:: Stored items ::

=-=-=

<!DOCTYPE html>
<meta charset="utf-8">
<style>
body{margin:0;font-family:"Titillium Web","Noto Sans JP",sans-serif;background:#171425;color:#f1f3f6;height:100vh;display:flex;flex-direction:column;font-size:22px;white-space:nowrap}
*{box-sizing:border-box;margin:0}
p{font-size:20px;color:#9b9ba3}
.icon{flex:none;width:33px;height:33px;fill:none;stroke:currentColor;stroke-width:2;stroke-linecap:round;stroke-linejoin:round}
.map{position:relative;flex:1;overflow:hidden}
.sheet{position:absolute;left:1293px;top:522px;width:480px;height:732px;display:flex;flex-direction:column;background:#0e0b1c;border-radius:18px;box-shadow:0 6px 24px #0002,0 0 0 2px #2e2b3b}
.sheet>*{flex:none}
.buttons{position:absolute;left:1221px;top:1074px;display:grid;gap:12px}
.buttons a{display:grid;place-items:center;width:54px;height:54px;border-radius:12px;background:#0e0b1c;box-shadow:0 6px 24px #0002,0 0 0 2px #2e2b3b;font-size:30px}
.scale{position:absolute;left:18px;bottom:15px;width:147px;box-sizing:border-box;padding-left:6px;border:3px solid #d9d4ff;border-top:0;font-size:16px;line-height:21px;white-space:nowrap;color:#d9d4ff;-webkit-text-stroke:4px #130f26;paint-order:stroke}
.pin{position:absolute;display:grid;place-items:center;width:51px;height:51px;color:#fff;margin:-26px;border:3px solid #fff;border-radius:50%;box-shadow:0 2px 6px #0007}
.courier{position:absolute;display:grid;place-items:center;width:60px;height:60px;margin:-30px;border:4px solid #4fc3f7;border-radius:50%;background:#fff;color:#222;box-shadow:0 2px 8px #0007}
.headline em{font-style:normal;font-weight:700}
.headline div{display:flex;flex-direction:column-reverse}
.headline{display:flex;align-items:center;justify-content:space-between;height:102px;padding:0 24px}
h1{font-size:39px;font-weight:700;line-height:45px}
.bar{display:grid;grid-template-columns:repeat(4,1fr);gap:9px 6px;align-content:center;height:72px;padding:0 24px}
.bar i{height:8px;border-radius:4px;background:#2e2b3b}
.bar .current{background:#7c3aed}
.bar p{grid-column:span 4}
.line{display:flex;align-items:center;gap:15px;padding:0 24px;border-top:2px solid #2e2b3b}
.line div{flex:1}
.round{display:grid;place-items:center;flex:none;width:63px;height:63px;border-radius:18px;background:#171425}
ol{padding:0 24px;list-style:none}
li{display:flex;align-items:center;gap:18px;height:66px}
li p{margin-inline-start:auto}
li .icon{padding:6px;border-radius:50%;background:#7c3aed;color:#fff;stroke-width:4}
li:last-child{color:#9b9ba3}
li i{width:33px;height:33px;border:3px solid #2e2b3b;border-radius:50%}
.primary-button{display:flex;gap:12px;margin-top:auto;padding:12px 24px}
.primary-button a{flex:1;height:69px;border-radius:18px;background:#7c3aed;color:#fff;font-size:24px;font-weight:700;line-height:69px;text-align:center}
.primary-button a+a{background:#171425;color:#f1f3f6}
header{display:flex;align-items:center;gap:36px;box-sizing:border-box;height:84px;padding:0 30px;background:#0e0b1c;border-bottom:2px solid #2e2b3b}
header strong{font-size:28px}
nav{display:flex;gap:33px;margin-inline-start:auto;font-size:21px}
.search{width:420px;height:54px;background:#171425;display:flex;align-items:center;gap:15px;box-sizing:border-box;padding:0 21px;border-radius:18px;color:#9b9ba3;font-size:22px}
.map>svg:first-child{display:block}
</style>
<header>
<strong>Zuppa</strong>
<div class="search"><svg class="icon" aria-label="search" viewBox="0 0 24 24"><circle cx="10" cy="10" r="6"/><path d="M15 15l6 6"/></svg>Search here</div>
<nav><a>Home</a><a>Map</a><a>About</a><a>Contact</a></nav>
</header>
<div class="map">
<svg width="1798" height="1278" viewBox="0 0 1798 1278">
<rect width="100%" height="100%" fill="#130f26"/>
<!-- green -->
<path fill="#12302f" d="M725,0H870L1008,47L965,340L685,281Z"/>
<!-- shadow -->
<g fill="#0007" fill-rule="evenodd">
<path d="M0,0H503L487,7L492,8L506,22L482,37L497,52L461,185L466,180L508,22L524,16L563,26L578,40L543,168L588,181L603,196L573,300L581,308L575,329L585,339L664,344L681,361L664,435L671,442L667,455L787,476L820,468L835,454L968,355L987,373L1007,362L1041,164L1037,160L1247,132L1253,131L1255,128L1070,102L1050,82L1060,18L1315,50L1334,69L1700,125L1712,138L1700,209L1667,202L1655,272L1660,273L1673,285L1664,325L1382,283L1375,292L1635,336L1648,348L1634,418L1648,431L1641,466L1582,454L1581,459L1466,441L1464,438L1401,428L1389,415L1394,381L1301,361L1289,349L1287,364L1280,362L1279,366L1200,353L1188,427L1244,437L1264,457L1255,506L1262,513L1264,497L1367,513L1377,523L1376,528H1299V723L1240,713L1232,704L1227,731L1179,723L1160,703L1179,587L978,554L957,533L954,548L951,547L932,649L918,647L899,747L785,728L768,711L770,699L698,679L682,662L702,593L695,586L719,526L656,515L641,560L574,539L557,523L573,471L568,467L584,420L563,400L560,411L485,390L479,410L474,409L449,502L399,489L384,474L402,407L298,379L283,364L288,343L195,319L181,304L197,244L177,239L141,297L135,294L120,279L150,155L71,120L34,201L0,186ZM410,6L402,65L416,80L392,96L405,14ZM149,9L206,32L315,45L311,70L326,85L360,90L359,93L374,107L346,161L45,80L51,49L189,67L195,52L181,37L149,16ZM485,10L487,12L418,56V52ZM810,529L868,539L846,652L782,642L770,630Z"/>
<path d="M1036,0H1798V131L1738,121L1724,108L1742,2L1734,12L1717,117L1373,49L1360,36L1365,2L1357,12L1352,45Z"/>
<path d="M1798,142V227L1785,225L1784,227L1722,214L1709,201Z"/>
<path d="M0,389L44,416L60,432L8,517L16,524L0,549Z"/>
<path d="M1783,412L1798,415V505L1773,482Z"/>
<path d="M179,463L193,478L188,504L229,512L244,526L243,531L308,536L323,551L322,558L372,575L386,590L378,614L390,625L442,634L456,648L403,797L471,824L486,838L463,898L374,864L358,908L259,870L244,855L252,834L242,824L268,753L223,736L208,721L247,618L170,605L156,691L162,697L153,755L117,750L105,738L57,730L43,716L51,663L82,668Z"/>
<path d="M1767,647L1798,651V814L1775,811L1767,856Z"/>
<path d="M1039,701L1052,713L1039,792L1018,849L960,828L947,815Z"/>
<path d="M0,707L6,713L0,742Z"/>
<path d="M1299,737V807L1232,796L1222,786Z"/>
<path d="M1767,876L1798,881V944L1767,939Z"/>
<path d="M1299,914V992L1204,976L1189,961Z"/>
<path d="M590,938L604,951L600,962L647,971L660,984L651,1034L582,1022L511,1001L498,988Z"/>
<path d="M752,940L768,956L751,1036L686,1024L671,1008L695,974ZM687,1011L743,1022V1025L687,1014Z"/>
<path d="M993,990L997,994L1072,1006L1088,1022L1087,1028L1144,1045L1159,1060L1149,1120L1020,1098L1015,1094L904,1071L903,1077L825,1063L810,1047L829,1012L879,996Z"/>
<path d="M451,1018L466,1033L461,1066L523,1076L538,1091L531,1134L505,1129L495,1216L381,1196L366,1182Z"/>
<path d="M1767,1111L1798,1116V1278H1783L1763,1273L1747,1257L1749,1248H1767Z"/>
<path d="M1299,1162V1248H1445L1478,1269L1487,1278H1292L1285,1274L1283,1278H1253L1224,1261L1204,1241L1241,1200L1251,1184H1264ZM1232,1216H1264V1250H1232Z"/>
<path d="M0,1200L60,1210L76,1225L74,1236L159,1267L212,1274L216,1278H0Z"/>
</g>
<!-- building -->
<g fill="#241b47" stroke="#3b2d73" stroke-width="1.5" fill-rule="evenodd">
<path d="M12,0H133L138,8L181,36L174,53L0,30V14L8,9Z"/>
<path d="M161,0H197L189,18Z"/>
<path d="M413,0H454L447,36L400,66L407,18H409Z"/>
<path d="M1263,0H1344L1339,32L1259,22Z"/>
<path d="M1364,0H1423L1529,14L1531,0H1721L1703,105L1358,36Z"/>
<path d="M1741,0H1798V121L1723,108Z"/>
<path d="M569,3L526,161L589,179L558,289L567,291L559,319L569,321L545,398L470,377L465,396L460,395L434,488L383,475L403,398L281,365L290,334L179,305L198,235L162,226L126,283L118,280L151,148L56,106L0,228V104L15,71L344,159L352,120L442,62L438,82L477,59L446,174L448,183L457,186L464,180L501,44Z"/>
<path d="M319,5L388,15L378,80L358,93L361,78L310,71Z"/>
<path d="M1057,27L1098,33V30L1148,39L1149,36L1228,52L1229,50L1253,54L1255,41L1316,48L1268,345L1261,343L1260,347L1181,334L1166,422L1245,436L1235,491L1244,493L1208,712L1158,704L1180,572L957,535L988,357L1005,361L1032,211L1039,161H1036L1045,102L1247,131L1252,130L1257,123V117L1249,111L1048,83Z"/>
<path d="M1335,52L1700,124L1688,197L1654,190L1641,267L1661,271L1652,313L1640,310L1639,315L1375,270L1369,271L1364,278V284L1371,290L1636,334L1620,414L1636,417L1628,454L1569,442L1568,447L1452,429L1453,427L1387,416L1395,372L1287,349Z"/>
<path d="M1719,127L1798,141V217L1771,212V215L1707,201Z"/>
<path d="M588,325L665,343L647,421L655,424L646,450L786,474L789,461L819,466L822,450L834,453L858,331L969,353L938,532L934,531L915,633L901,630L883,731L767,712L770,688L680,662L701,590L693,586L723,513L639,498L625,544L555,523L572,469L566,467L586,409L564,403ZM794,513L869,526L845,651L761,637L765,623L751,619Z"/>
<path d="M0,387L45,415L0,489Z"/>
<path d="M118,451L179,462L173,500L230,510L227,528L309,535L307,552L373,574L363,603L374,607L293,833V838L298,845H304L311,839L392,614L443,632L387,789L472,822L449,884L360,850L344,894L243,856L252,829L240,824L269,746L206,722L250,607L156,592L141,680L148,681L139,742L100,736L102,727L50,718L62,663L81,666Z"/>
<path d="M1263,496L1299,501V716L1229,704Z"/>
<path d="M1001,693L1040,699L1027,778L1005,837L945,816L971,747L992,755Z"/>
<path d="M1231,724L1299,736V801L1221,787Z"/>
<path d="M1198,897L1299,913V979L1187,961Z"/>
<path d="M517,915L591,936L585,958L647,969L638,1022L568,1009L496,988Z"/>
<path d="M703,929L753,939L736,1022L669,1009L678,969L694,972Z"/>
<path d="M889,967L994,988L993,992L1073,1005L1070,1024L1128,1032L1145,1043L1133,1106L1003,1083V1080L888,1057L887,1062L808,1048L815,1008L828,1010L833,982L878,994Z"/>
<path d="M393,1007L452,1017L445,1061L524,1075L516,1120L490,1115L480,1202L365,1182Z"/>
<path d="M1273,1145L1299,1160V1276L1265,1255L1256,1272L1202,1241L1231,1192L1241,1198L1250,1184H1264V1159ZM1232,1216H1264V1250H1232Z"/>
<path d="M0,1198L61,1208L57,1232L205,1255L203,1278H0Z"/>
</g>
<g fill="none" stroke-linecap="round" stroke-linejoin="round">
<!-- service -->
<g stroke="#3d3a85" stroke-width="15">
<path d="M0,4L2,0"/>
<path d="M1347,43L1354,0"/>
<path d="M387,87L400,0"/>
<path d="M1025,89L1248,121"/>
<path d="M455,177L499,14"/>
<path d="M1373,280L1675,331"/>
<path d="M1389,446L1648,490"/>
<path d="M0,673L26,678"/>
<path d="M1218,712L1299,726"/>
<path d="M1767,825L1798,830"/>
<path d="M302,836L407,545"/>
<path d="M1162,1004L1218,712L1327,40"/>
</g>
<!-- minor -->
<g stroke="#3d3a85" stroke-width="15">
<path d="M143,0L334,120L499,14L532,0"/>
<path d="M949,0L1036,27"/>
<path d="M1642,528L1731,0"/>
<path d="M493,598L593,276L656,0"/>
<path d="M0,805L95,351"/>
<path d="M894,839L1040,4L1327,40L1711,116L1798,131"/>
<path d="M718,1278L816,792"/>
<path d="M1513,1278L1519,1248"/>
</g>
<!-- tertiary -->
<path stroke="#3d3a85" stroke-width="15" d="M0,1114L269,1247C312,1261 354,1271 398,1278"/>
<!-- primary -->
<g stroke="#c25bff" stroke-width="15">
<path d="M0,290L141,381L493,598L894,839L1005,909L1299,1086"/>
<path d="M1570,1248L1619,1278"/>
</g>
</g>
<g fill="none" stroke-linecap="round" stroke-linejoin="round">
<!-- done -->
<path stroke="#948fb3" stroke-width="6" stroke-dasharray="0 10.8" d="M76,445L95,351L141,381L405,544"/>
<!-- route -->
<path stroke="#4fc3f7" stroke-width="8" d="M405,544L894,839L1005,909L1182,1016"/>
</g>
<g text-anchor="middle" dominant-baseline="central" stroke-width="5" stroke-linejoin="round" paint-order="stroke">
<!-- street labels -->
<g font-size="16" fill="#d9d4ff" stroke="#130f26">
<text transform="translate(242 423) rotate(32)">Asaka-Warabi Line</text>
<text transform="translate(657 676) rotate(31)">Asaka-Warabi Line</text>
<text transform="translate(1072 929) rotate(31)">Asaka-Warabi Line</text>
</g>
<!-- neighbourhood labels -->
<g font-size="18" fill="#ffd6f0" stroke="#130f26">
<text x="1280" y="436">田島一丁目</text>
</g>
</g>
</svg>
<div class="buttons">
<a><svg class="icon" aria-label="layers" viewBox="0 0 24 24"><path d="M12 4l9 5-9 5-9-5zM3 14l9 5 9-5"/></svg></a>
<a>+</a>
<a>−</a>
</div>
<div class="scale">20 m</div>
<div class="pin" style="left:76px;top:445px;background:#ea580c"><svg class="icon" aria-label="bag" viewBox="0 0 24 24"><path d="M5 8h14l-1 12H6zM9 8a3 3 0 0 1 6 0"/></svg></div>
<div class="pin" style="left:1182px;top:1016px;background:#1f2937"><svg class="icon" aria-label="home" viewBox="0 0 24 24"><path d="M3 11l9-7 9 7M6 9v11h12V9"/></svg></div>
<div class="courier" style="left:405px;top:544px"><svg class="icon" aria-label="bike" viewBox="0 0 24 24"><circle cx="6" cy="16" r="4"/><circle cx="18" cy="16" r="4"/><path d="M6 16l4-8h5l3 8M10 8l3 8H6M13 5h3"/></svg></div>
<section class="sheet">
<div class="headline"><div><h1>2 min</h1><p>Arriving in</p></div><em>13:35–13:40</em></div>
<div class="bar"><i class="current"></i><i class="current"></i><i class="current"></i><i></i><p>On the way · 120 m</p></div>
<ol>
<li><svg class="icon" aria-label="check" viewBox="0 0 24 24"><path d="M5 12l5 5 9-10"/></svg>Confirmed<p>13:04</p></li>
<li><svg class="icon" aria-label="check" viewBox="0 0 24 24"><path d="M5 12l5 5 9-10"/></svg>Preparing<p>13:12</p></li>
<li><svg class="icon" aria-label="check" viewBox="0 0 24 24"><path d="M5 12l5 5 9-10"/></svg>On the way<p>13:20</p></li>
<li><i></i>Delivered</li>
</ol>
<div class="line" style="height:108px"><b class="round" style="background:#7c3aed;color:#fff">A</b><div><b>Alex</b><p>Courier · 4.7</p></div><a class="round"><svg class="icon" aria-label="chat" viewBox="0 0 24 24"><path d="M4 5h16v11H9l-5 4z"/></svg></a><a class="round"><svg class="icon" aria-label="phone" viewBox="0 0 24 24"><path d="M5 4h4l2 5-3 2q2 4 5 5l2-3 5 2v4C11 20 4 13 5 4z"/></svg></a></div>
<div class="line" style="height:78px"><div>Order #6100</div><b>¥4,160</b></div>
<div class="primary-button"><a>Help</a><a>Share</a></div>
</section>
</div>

=-=-=

From the data above, pick out each line containing "linejoin" and copy it.

:: REPLY TO THE EXERCISE ::
.icon{flex:none;width:33px;height:33px;fill:none;stroke:currentColor;stroke-width:2;stroke-linecap:round;stroke-linejoin:round}
<g fill="none" stroke-linecap="round" stroke-linejoin="round">
<g fill="none" stroke-linecap="round" stroke-linejoin="round">
<g text-anchor="middle" dominant-baseline="central" stroke-width="5" stroke-linejoin="round" paint-order="stroke">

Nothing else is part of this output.